[Records for processing]

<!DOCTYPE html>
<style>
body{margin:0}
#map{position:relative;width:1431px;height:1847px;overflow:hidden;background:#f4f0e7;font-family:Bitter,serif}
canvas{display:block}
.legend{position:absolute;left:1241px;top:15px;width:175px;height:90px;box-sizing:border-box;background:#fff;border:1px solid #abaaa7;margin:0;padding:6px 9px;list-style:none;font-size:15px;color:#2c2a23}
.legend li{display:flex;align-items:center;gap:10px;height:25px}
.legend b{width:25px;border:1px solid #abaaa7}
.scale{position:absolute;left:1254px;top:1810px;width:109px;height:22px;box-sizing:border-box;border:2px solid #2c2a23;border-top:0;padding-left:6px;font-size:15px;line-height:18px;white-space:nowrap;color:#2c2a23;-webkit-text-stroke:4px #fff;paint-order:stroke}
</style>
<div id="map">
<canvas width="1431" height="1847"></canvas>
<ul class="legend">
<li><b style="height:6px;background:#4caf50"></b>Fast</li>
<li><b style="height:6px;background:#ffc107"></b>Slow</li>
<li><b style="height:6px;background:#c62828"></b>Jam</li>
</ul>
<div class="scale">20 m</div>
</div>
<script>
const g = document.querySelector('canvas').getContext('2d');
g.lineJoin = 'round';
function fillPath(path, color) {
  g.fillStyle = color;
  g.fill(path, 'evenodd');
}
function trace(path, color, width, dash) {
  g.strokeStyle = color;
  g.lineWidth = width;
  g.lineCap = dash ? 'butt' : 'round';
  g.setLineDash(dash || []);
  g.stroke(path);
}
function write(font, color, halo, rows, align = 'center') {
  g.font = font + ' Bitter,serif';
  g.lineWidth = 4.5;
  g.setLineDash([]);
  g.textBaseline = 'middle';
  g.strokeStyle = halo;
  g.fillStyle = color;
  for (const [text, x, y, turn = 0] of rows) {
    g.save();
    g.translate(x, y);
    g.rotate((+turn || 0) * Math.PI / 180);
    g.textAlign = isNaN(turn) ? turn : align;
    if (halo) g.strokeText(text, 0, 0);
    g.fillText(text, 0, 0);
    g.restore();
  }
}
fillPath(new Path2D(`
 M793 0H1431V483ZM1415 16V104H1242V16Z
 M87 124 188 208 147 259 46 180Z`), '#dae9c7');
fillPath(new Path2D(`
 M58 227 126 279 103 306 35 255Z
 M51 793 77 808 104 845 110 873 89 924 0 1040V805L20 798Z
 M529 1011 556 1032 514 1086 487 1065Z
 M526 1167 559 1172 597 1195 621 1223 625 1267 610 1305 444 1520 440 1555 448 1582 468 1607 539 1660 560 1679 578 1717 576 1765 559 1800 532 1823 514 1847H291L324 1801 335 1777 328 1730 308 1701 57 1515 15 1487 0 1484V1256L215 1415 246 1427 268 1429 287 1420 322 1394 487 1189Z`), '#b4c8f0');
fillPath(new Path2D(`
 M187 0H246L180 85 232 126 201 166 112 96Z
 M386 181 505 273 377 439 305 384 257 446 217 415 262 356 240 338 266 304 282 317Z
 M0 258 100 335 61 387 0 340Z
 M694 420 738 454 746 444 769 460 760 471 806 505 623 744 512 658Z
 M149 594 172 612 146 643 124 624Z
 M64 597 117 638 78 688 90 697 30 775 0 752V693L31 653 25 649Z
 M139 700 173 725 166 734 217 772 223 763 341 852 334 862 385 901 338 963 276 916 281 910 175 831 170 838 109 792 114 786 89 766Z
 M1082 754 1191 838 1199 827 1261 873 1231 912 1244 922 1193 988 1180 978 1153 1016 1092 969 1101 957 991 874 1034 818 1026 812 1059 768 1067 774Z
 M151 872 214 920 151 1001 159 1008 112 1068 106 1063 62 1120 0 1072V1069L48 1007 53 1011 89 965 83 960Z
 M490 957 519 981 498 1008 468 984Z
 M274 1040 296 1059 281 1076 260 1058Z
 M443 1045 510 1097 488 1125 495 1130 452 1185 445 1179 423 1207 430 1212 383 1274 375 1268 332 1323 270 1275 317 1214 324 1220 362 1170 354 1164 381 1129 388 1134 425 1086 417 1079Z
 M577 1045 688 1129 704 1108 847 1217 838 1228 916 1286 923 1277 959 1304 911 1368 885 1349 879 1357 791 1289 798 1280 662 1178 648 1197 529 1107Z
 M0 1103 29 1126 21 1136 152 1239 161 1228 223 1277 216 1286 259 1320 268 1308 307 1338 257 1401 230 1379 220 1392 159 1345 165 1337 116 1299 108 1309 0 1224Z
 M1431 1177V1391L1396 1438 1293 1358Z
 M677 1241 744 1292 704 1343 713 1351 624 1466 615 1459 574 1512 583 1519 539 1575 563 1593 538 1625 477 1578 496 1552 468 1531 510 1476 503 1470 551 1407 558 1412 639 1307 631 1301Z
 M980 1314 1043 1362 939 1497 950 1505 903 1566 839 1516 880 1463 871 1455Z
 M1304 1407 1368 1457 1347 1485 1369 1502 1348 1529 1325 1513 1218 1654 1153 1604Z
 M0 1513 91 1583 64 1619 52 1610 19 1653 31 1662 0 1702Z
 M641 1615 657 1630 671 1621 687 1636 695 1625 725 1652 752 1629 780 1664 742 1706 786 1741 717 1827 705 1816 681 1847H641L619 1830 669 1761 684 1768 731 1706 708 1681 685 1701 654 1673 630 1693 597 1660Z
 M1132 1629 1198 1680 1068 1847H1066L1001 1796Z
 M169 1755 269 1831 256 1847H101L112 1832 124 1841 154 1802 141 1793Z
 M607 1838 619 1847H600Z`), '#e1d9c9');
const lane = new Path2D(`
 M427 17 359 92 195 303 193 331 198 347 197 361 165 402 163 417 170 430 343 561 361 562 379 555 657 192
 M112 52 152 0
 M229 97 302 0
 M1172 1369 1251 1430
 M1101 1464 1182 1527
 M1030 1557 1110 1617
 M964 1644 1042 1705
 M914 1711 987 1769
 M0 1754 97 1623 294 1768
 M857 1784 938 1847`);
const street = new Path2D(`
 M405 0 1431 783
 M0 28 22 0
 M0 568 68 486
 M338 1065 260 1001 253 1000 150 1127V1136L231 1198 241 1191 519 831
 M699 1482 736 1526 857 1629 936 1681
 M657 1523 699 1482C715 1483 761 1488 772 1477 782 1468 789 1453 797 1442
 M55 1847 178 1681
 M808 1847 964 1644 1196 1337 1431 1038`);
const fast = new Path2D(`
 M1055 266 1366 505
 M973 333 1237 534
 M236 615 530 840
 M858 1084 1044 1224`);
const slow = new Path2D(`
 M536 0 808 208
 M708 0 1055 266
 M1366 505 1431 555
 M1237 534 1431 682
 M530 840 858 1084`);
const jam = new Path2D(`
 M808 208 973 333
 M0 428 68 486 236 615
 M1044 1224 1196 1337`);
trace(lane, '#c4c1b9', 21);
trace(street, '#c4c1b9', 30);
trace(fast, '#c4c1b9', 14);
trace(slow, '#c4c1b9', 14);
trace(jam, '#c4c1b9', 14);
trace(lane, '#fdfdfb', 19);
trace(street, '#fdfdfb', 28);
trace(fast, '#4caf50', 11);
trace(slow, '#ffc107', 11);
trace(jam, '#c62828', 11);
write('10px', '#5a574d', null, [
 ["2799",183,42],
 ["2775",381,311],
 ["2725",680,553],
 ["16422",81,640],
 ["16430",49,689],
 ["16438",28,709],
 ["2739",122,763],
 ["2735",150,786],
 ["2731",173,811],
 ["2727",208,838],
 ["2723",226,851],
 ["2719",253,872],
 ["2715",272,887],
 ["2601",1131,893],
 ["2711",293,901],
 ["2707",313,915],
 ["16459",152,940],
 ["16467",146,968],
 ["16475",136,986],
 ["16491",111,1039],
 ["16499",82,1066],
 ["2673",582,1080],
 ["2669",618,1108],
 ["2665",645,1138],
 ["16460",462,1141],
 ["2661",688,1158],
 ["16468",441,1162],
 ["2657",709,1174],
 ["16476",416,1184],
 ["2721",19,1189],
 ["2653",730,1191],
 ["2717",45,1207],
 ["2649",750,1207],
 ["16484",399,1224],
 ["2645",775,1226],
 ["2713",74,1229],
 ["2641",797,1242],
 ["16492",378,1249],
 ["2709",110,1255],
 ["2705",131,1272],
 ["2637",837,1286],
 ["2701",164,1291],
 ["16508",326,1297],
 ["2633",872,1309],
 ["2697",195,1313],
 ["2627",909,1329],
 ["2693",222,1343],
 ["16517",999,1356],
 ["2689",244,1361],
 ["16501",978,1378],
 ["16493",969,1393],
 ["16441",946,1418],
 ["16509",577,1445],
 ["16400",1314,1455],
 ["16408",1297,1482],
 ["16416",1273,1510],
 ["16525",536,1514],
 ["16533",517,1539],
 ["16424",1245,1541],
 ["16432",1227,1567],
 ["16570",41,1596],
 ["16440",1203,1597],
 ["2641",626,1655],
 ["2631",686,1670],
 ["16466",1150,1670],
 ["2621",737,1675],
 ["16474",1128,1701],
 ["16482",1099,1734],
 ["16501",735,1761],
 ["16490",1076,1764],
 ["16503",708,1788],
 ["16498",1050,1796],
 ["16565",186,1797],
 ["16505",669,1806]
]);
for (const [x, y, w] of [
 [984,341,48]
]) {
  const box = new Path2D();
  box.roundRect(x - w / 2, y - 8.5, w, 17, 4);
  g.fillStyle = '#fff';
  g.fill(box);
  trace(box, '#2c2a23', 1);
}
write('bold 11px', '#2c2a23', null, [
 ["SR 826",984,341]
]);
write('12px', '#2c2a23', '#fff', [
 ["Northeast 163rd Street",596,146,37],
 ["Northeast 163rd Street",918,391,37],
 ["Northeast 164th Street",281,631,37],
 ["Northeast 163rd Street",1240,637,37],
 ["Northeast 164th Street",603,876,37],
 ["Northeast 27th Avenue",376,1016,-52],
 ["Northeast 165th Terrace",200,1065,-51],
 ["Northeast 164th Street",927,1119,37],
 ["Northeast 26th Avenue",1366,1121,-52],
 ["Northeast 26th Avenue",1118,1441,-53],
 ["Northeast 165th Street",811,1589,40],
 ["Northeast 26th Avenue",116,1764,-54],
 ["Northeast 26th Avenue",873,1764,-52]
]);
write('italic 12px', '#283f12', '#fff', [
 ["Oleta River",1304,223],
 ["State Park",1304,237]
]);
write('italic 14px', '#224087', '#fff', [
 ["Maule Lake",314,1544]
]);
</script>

[/Records for processing]
[Records for processing]

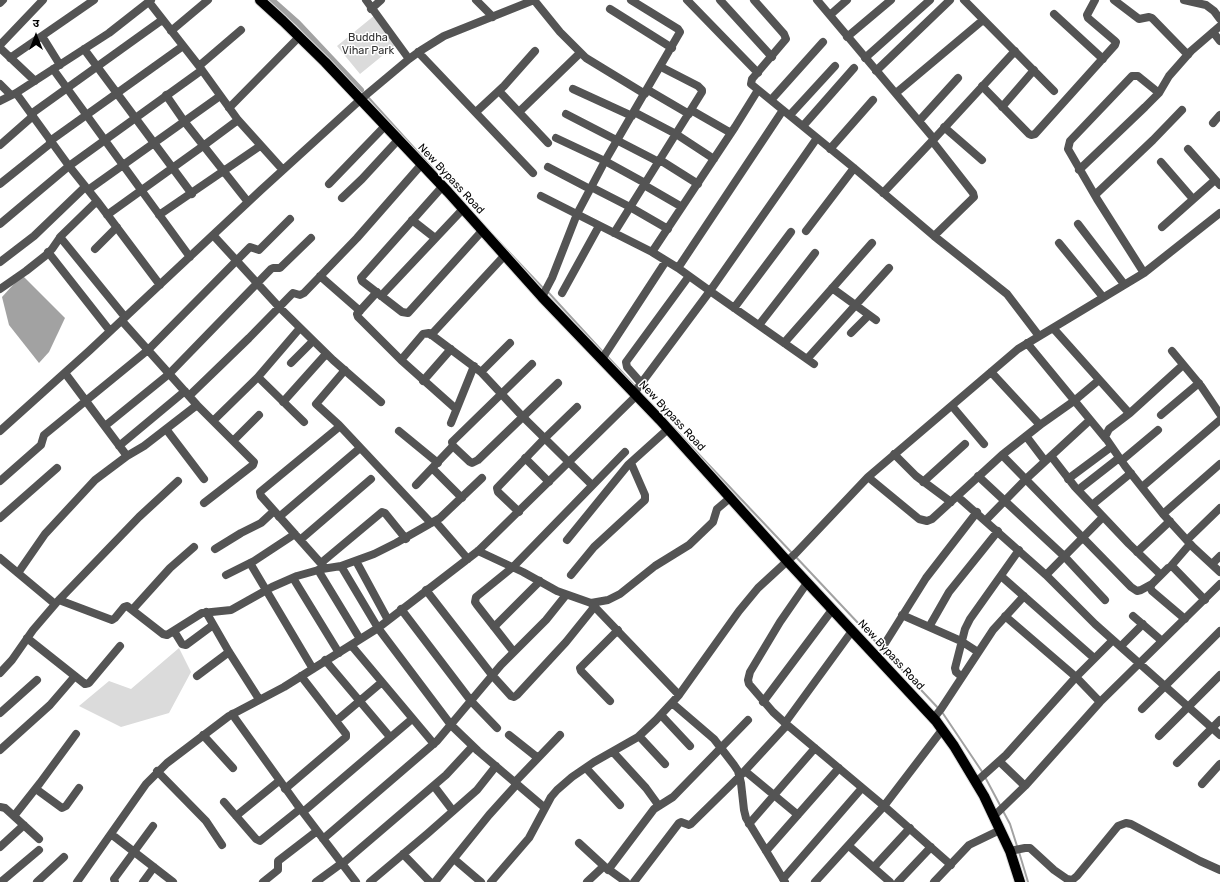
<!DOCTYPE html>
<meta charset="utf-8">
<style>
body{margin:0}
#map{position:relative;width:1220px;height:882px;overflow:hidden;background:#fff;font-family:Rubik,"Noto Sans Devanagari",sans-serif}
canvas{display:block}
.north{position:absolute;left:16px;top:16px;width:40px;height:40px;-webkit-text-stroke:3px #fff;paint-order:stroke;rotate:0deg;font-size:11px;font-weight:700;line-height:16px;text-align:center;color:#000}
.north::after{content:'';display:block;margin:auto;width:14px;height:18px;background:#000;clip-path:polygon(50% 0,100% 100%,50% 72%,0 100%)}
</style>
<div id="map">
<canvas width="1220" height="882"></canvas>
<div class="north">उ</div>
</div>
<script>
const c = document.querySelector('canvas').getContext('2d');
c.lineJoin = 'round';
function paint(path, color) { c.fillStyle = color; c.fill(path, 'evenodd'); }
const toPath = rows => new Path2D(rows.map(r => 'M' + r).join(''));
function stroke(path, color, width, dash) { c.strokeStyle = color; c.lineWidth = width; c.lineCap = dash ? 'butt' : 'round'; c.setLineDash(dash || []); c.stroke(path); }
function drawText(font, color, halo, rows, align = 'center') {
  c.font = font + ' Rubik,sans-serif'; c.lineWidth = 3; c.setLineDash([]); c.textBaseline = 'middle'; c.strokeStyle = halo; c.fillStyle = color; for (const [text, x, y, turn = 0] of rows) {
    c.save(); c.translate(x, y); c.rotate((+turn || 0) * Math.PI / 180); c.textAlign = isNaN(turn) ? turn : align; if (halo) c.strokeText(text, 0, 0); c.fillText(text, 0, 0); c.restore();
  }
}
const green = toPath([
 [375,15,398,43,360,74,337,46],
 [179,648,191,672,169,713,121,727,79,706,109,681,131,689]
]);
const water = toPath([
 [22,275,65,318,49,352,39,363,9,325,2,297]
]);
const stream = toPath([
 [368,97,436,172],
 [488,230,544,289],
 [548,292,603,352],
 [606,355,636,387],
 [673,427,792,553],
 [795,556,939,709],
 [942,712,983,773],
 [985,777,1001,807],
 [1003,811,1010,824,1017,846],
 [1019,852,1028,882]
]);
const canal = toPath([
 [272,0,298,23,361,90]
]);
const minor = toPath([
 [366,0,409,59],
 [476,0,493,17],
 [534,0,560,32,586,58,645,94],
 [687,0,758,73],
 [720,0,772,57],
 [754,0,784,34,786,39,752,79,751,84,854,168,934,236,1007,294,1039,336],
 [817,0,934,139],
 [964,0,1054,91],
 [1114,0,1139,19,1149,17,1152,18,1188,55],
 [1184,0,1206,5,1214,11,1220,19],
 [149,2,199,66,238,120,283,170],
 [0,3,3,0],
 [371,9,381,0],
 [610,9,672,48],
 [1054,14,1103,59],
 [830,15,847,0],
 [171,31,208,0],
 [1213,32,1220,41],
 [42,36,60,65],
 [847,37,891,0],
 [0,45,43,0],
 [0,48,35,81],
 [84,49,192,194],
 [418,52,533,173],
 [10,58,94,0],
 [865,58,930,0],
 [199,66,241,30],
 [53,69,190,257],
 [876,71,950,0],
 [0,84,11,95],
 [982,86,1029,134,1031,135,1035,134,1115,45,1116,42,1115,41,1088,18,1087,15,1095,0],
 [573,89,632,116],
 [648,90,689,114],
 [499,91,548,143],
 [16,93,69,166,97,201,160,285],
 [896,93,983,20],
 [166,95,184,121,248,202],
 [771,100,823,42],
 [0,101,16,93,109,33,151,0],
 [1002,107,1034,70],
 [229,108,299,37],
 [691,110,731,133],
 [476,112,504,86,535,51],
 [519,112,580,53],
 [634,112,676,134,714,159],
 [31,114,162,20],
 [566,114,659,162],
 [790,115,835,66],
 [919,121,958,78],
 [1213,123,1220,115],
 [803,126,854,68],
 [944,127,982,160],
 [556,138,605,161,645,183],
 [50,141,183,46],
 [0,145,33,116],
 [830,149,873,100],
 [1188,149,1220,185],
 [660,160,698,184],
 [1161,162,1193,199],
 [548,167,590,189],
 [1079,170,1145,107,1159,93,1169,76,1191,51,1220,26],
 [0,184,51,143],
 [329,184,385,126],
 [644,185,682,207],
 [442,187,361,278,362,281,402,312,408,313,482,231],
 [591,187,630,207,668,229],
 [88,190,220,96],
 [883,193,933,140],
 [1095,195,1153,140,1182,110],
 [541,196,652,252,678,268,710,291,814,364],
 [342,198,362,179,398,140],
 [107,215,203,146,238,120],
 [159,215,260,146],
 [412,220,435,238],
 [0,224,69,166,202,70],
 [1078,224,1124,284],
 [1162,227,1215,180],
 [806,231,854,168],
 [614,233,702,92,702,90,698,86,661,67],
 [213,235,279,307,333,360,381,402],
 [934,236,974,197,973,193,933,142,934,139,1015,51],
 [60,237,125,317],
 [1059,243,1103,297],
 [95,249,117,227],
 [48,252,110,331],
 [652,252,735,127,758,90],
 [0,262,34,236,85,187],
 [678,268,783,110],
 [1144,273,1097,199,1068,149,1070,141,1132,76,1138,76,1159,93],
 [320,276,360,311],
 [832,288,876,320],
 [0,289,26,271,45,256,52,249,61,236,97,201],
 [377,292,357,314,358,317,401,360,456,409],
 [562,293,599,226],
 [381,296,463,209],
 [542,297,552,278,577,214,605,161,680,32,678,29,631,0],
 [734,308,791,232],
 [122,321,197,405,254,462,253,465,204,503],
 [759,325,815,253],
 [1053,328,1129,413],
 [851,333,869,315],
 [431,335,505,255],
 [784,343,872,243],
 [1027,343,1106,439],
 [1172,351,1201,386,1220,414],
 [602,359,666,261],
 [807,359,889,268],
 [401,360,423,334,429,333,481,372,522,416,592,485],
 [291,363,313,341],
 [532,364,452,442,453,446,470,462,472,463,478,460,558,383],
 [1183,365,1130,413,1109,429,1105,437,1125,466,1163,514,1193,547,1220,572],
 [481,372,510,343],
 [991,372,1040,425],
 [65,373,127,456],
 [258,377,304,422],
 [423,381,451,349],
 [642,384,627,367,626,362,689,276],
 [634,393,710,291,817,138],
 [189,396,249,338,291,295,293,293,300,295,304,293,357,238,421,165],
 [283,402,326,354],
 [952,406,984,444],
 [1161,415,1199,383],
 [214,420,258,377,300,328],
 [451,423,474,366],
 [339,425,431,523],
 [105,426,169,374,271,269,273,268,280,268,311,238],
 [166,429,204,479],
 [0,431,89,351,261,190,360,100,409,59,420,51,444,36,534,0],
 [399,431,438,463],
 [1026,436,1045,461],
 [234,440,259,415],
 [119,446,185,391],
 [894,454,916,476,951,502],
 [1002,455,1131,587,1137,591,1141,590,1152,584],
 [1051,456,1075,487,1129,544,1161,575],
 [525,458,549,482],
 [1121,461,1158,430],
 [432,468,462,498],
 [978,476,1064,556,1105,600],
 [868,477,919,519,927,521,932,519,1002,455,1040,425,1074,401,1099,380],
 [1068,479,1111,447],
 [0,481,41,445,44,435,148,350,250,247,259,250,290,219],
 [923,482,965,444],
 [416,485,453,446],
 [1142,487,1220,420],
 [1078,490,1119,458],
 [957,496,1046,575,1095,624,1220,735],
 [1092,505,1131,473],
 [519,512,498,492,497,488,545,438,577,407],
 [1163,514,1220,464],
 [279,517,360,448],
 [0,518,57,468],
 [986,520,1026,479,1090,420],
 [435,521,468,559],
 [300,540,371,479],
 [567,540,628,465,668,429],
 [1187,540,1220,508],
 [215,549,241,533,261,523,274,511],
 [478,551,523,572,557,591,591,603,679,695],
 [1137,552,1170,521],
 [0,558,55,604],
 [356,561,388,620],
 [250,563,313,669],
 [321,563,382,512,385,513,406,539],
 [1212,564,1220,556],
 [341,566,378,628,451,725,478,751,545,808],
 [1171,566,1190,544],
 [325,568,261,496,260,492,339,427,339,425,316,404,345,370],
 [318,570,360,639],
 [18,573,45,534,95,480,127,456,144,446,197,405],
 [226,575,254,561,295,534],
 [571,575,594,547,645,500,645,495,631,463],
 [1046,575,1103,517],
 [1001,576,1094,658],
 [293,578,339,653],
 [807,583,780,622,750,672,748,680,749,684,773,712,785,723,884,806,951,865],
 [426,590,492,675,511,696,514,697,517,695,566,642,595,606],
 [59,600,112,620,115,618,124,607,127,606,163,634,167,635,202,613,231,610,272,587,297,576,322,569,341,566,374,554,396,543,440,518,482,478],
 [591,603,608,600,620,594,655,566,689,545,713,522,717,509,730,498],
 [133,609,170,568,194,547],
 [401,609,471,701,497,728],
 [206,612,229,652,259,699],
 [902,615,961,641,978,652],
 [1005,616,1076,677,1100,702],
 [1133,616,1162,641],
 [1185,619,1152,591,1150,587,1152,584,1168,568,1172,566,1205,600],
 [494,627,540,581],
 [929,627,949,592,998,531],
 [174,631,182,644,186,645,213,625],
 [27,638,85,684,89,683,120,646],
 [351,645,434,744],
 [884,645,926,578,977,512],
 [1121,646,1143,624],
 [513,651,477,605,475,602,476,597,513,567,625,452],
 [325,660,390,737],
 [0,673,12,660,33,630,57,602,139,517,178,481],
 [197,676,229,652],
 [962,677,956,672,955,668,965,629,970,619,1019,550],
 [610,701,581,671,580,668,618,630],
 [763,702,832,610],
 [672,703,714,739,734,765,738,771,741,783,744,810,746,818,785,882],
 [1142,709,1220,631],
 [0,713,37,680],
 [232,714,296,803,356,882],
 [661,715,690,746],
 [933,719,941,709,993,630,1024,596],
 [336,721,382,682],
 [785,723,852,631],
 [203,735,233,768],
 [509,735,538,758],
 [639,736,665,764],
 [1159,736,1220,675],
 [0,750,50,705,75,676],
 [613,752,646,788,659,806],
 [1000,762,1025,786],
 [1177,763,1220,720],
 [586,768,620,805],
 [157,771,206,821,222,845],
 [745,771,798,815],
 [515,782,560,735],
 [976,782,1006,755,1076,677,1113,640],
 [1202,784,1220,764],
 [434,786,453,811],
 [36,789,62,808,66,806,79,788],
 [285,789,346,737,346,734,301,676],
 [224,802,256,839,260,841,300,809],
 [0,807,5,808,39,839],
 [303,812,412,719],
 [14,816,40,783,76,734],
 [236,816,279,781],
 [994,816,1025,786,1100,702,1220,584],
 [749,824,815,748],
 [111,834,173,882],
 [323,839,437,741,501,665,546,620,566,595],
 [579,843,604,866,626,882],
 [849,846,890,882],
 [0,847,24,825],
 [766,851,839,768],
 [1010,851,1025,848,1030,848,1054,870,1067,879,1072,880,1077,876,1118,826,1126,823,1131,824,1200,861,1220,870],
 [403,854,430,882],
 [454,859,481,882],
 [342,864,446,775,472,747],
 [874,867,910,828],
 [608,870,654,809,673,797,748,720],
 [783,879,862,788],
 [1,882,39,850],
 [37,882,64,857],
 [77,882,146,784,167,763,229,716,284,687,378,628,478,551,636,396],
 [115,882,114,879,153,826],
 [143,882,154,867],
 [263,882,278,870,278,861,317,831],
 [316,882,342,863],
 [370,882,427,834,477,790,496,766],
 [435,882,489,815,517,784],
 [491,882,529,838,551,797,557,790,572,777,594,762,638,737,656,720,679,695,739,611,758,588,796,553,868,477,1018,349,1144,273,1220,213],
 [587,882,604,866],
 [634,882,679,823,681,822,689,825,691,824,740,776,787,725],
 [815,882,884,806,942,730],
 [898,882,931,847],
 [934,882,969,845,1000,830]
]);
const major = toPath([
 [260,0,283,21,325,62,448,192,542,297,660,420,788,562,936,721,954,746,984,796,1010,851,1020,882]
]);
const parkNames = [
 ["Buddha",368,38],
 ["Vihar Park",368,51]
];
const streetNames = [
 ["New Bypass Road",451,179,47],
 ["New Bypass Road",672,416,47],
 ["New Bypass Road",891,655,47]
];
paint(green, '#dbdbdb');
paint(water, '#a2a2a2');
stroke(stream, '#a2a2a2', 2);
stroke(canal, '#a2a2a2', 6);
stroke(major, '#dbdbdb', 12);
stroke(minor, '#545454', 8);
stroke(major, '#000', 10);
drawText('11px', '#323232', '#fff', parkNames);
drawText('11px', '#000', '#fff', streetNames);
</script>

[/Records for processing]

## Your instructions
An answer is complete only when it holds every line above containing the string "document".

## Result of this task
const g = document.querySelector('canvas').getContext('2d');
const c = document.querySelector('canvas').getContext('2d');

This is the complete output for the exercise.